### Work to be completed
Write out exactly, with no other output, the lines below from the one that contains "<button>+</button>" through the end.

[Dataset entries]
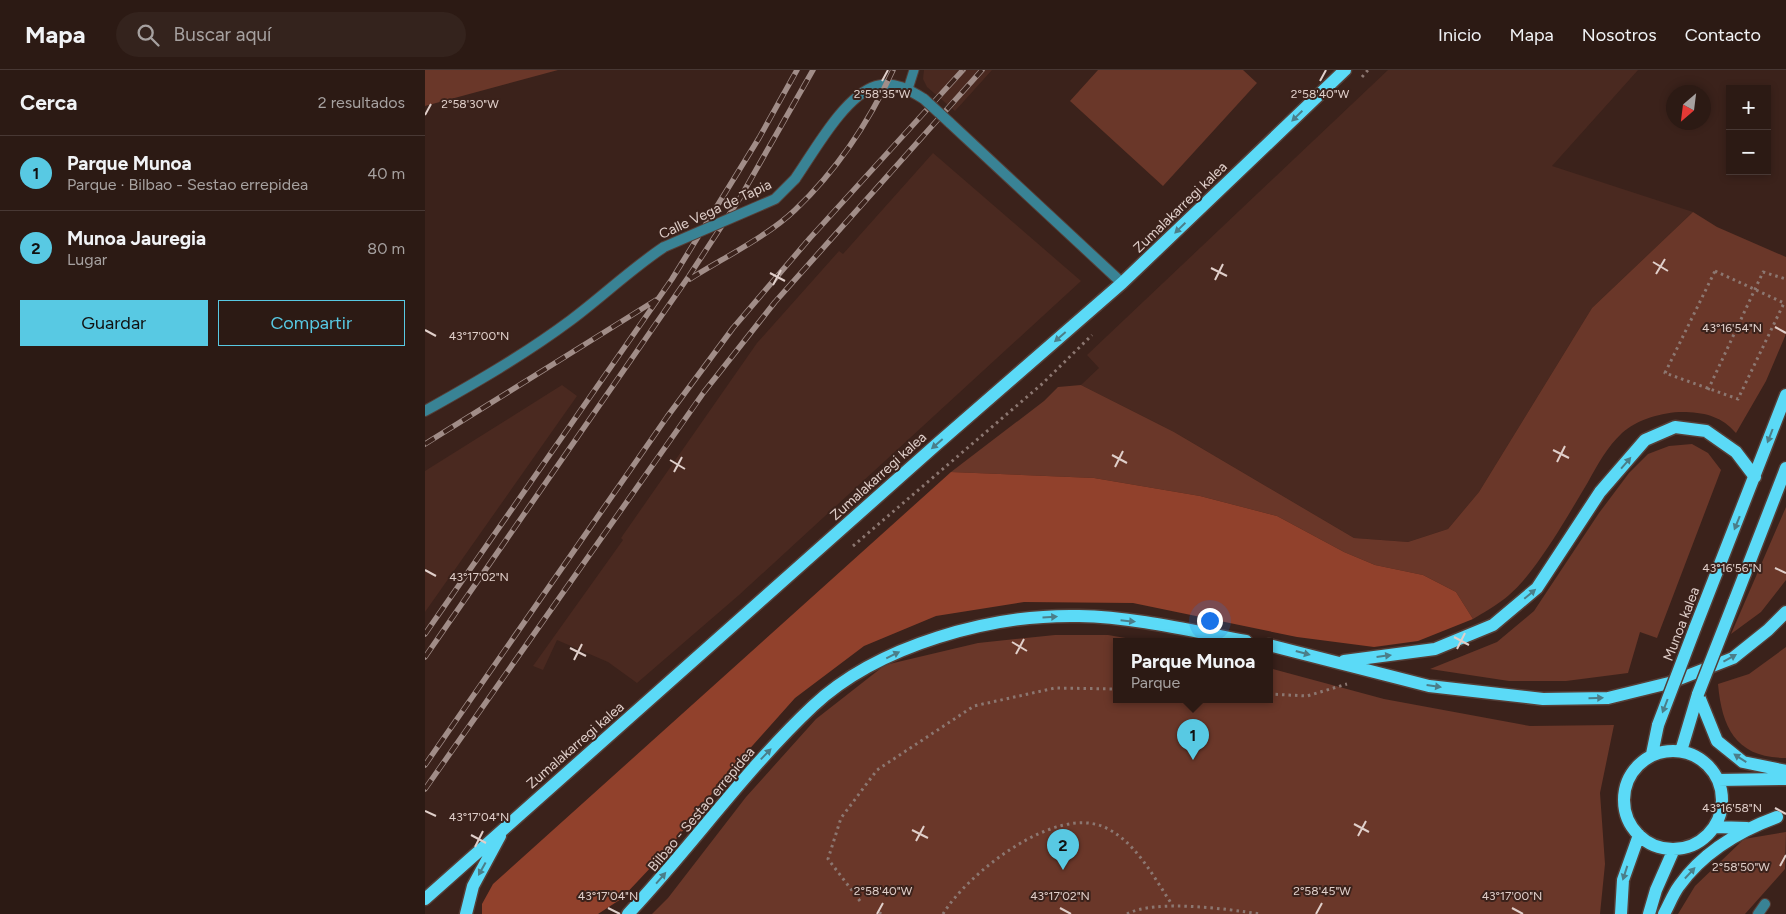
<!DOCTYPE html>
<html lang="es">
<meta charset="utf-8">
<style>
body{margin:0;font-family:Figtree,sans-serif;background:#34231d;color:#f1f3f6}
.controls{position:absolute;right:15px;top:15px;display:grid;overflow:hidden;border-radius:0px;box-shadow:0 2px 8px #0003}
.controls button{width:45px;height:45px;display:grid;place-items:center;padding:0;border:0;border-bottom:1px solid #483834;background:#2c1a14;color:#f1f3f6;font:25px sans-serif}
.compass{position:absolute;left:1241px;top:15px;width:45px;height:45px;border-radius:50%;background:#2c1a14;box-shadow:0 2px 8px #0003;rotate:208deg}
.you{position:absolute;left:784px;top:550px;width:18px;height:18px;margin:-12px;border:4px solid #fff;border-radius:50%;background:#1a73e8;box-shadow:0 0 0 8px #1a73e833}
.badge{display:grid;place-items:center;width:32px;height:32px;border-radius:50%;background:#58c9e3;color:#111;font-size:16px;font-weight:700}
.pin{position:absolute;translate:-50% -41px;filter:drop-shadow(0 1px 2px #0008)}
.pin::after{content:'';position:absolute;top:26px;width:18px;height:15px;background:inherit;clip-path:polygon(0 0,100% 0,50% 100%)}
.popup{position:absolute;left:688px;top:568px;width:160px;height:65px;box-sizing:border-box;display:grid;place-content:center;border-radius:0px;background:#2c1a14;filter:drop-shadow(0 1px 4px #0005);font-size:16px;white-space:nowrap;color:#a6a1a0}
.popup b{font-size:19px;color:#f1f3f6}
.popup::after{content:'';position:absolute;left:50%;top:100%;margin-left:-10px;border:10px solid transparent;border-top-color:#2c1a14}
.list{margin:0;padding:0;list-style:none}
h2{display:flex;justify-content:space-between;align-items:center;height:65px;margin:0;padding:0 20px;font-size:21px}
h2 small{font-size:16px;font-weight:400;color:#a6a1a0}
.list li{display:grid;grid-template-columns:32px 1fr auto;gap:15px;align-items:center;box-sizing:border-box;height:75px;padding:0 20px;border-top:1px solid #483834}
.list b{display:block;font-size:19px;white-space:nowrap}
.list p{margin:0;font-size:16px;white-space:nowrap;color:#a6a1a0}
.list em{font-size:16px;font-style:normal;color:#a6a1a0}
.actions{display:flex;gap:10px;padding:15px 20px}
.actions a{flex:1;padding:11px 0;border:1px solid #58c9e3;border-radius:0px;text-align:center;font-size:18px;color:#58c9e3}
.actions .main{background:#58c9e3;color:#111}
.icon{flex:none;width:28px;height:28px;fill:none;stroke:currentColor;stroke-width:2;stroke-linecap:round;stroke-linejoin:round}
.map{position:relative;flex:none;width:1361px;height:844px;overflow:hidden}
header{display:flex;align-items:center;gap:30px;box-sizing:border-box;height:70px;padding:0 25px;background:#2c1a14;border-bottom:1px solid #483834}
header strong{font-size:24px}
nav{display:flex;gap:28px;margin-inline-start:auto;font-size:18px}
.search{width:350px;height:45px;background:#34231d;display:flex;align-items:center;gap:12px;box-sizing:border-box;padding:0 18px;border-radius:28px;color:#a6a1a0;font-size:19px}
main{display:flex}
aside{flex:1;background:#2c1a14}
.map>svg:first-child{display:block}
</style>
<header>
<strong>Mapa</strong>
<div class="search"><svg class="icon" aria-label="search" viewBox="0 0 24 24"><circle cx="10" cy="10" r="6"/><path d="M15 15l6 6"/></svg>Buscar aquí</div>
<nav><a>Inicio</a><a>Mapa</a><a>Nosotros</a><a>Contacto</a></nav>
</header>
<main>
<aside>
<h2>Cerca<small>2 resultados</small></h2>
<ul class="list">
<li><span class="badge">1</span><div><b>Parque Munoa</b><p>Parque · Bilbao - Sestao errepidea</p></div><em>40 m</em></li>
<li><span class="badge">2</span><div><b>Munoa Jauregia</b><p>Lugar</p></div><em>80 m</em></li>
</ul>
<div class="actions"><a class="main">Guardar</a><a>Compartir</a></div>
</aside>
<div class="map">
<svg width="1361" height="844" viewBox="0 0 1361 844">
<rect width="100%" height="100%" fill="#3b221b"/>
<path fill="#4a2920" d="M499 0H567L530 41 502 17 498 9Z
M963 0H1213L1127 96 1268 142 1167 238 1054 422 1023 459 983 472 929 468 749 362 656 315 674 298 662 285Z
M508 83 656 211 314 525 212 613 183 592 132 570 118 600 108 596 198 470 196 468 332 273 414 181 418 184Z
M137 315 152 326 0 542V401Z"/>
<path fill="#6a3729" d="M0 0H133L0 36Z
M673 0H818L832 13 738 116 645 31Z
M1268 142 1292 157 1361 187V264L1341 311 1311 363C1297 347 1282 343 1261 342 1241 341 1212 349 1197 363 1182 377 1173 394 1163 412 1145 442 1127 474 1106 501 1087 526 1074 534 1048 549L1031 522 998 505 950 495 919 482 852 446 775 426 669 408 526 402 619 331 633 317 656 315 749 362 929 468 983 472 1023 459 1054 422 1167 238Z
M1267 374 1283 383 1296 400 1232 568 1215 562 1203 603 1141 611H1084L1005 599 1072 572 1109 541 1174 443 1204 403 1223 384 1244 376Z
M1361 437V510L1336 542 1306 564Z
M630 565H683L718 571H692V629H844V598L959 629 1105 656 1189 655 1175 723 1180 794 1175 844H227L243 828 321 727 391 649 460 595 553 573Z
M1361 577V688C1312 688 1297 659 1293 614L1324 604Z
M1361 762 1360 799 1320 844H1253L1270 816 1319 769Z"/>
<path fill="#91412c" d="M526 402 669 408 775 426 852 446 919 482 950 495 998 505 1031 522 1048 549 993 571 949 577 872 567 708 533 599 532 511 546 439 576 370 628 303 703 245 777 196 829 173 844H57V834L68 814Z"/>
<g fill="none" stroke-linecap="round" stroke-linejoin="round">
<g stroke="#553e37" stroke-width="11">
<path id="lane" d="M483 19 489 0"/>
</g>
<g stroke="#553e37" stroke-width="12">
<path id="street" d="M524 52 697 213
M370 109C389 82 419 26 451 16 469 11 485 20 499 29
M0 341C50 313 99 285 146 250 178 226 206 199 239 177
M1333 844 1340 834"/>
</g>
<g stroke="#553e37" stroke-width="15">
<path id="primary" d="M1309 532 1361 398
M1270 558 1361 325
M844 575 1004 616 1118 629 1183 628 1244 613 1308 588 1343 560 1361 542
M919 591 1010 579 1068 555 1112 518 1175 422 1220 370 1250 357 1281 361 1311 382 1330 407
M1273 624 1292 671 1318 692 1361 701
M1256 681 1273 624
M1199 730a49 49 0 1 1 98 0a49 49 0 1 1-98 0Z
M1227 684 1233 655
M1293 710 1361 709
M1290 757 1322 758
M0 829 512 374 697 213 920 0
M41 844 48 816 75 766
M203 844C267 776 320 700 388 636 453 575 567 544 654 546 710 547 767 561 821 571
M1196 844 1198 810 1214 765
M1224 844 1231 820 1249 779
M1239 844C1244 835 1248 824 1254 816 1278 782 1314 761 1352 747"/>
</g>
<path stroke="#8c7771" stroke-width="3" stroke-dasharray="2.5 4" stroke-linecap="butt" d="M937 7 943 0
M1290 201 1359 233 1313 329 1240 303Z
M1283 320 1338 202 1361 209
M428 476 617 314 667 265
M844 624 882 626 922 614
M435 831 403 789 416 748 452 700 549 636 630 618 692 619
M454 843 457 844
M518 844C542 804 629 735 679 757 711 771 729 808 748 836
M702 844C729 829 803 839 835 844"/>
<use href="#lane" stroke="#398395" stroke-width="9"/>
<use href="#street" stroke="#398395" stroke-width="10"/>
<use href="#primary" stroke="#5bdaf7" stroke-width="12"/>
<g stroke="#a18d88" stroke-width="5.5">
<path id="rail" d="M265 209C298 188 343 166 370 140 412 100 444 52 468 0
M0 374 231 230
M0 564 247 209 334 68 372 0
M0 587 264 206 315 128 388 0
M0 695 242 347 308 258 385 168 538 0
M0 719 279 322 350 232 557 0"/>
</g>
<use href="#rail" stroke="#3b221b" stroke-width="4" stroke-dasharray="11" stroke-linecap="butt"/>
<g stroke="#553e37" stroke-width="12" stroke-linecap="butt">
<path id="street-bridge" d="M499 29 524 52
M239 177 350 129 370 109"/>
</g>
<g stroke="#553e37" stroke-width="15" stroke-linecap="butt">
<path id="primary-bridge" d="M1273 624 1309 532
M1233 655 1270 558"/>
</g>
<use href="#street-bridge" stroke="#398395" stroke-width="10"/>
<use href="#primary-bridge" stroke="#5bdaf7" stroke-width="12"/>
</g>
<defs><path id="oneway-solid" d="M-6-.8H1V-3.2L6.5 0L1 3.2V.8H-6Z" transform="scale(1.25)"/></defs>
<g fill="#4b7e89">
<use href="#oneway-solid" transform="translate(872 46) rotate(136)"/>
<use href="#oneway-solid" transform="translate(755 158) rotate(136)"/>
<use href="#oneway-solid" transform="translate(635 267) rotate(139)"/>
<use href="#oneway-solid" transform="translate(1345 366) rotate(111)"/>
<use href="#oneway-solid" transform="translate(512 374) rotate(139)"/>
<use href="#oneway-solid" transform="translate(1201 393) rotate(-49)"/>
<use href="#oneway-solid" transform="translate(1312 453) rotate(112)"/>
<use href="#oneway-solid" transform="translate(1105 524) rotate(-40)"/>
<use href="#oneway-solid" transform="translate(625 547) rotate(-3)"/>
<use href="#oneway-solid" transform="translate(703 551) rotate(6)"/>
<use href="#oneway-solid" transform="translate(878 583) rotate(15)"/>
<use href="#oneway-solid" transform="translate(468 585) rotate(-26)"/>
<use href="#oneway-solid" transform="translate(959 586) rotate(-7)"/>
<use href="#oneway-solid" transform="translate(1305 588) rotate(-29)"/>
<use href="#oneway-solid" transform="translate(1009 616) rotate(8)"/>
<use href="#oneway-solid" transform="translate(1171 628) rotate(-2)"/>
<use href="#oneway-solid" transform="translate(1240 636) rotate(111)"/>
<use href="#oneway-solid" transform="translate(341 684) rotate(-46)"/>
<use href="#oneway-solid" transform="translate(1315 688) rotate(-147)"/>
<use href="#oneway-solid" transform="translate(57 799) rotate(119)"/>
<use href="#oneway-solid" transform="translate(1200 803) rotate(108)"/>
<use href="#oneway-solid" transform="translate(1265 803) rotate(-47)"/>
<use href="#oneway-solid" transform="translate(236 808) rotate(-49)"/>
</g>
<path fill="none" stroke="#e0cfca" stroke-width="2" d="M457 11 463 0M895 11 901 0M0 45 6 34M1228 192 1243 201M786 198 802 206M345 203 360 211M1231 204 1240 189M790 210 798 194M348 215 356 200M1350 257 1361 263M0 260 11 266M1128 380 1144 388M687 385 702 393M245 390 260 399M1132 392 1140 376M690 397 698 381M249 402 257 387M1350 498 1361 503M0 500 11 506M1029 567 1044 575M587 572 602 581M145 578 161 586M1032 579 1040 563M591 584 599 569M149 590 157 574M1350 738 1361 744M0 741 11 746M929 754 944 762M487 760 503 768M46 765 61 773M933 766 941 751M491 771 499 756M50 777 58 761M1355 796 1361 785M183 838 195 844M635 838 646 844M1087 838 1098 844M452 844 458 833M891 844 897 833"/>
<g text-anchor="middle" stroke-width="4" stroke-linejoin="round" paint-order="stroke">
<g font-size="14" fill="#e0cfca" stroke="#3b221b">
<text transform="translate(755 137) rotate(-44)" y="5">Zumalakarregi kalea</text>
<text transform="translate(290 139) rotate(-25)" y="5">Calle Vega de Tapia</text>
<text transform="translate(453 406) rotate(-42)" y="5">Zumalakarregi kalea</text>
<text transform="translate(1256 554) rotate(-69)" y="5">Munoa kalea</text>
<text transform="translate(150 675) rotate(-41)" y="5">Zumalakarregi kalea</text>
<text transform="translate(276 739) rotate(-50)" y="5">Bilbao - Sestao errepidea</text>
</g>
</g>
<g font-size="12" text-anchor="middle" fill="#e0cfca" stroke="#3b221b" stroke-width="4" stroke-linejoin="round" paint-order="stroke">
<text x="457" y="28">2°58'35"W</text>
<text x="895" y="28">2°58'40"W</text>
<text x="45" y="38">2°58'30"W</text>
<text x="1307" y="262">43°16'54"N</text>
<text x="54" y="270">43°17'00"N</text>
<text x="1307" y="502">43°16'56"N</text>
<text x="54" y="511">43°17'02"N</text>
<text x="1307" y="742">43°16'58"N</text>
<text x="54" y="751">43°17'04"N</text>
<text x="1316" y="801">2°58'50"W</text>
<text x="458" y="825">2°58'40"W</text>
<text x="897" y="825">2°58'45"W</text>
<text x="183" y="830">43°17'04"N</text>
<text x="635" y="830">43°17'02"N</text>
<text x="1087" y="830">43°17'00"N</text>
</g>
</svg>
<div class="controls">
<button>+</button>
<button>−</button>
</div>
<svg class="compass" viewBox="-18 -18 36 36"><path d="M0-13l5 13h-10z" fill="#e53935"/><path d="M0 13l5-13h-10z" fill="#a6a1a0"/></svg>
<div class="you"></div>
<div class="pin badge" style="left:768px;top:690px">1</div>
<div class="popup"><b>Parque Munoa</b>Parque</div>
<div class="pin badge" style="left:638px;top:800px">2</div>
</div>
</main>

### Your solution
<button>+</button>
<button>−</button>
</div>
<svg class="compass" viewBox="-18 -18 36 36"><path d="M0-13l5 13h-10z" fill="#e53935"/><path d="M0 13l5-13h-10z" fill="#a6a1a0"/></svg>
<div class="you"></div>
<div class="pin badge" style="left:768px;top:690px">1</div>
<div class="popup"><b>Parque Munoa</b>Parque</div>
<div class="pin badge" style="left:638px;top:800px">2</div>
</div>
</main>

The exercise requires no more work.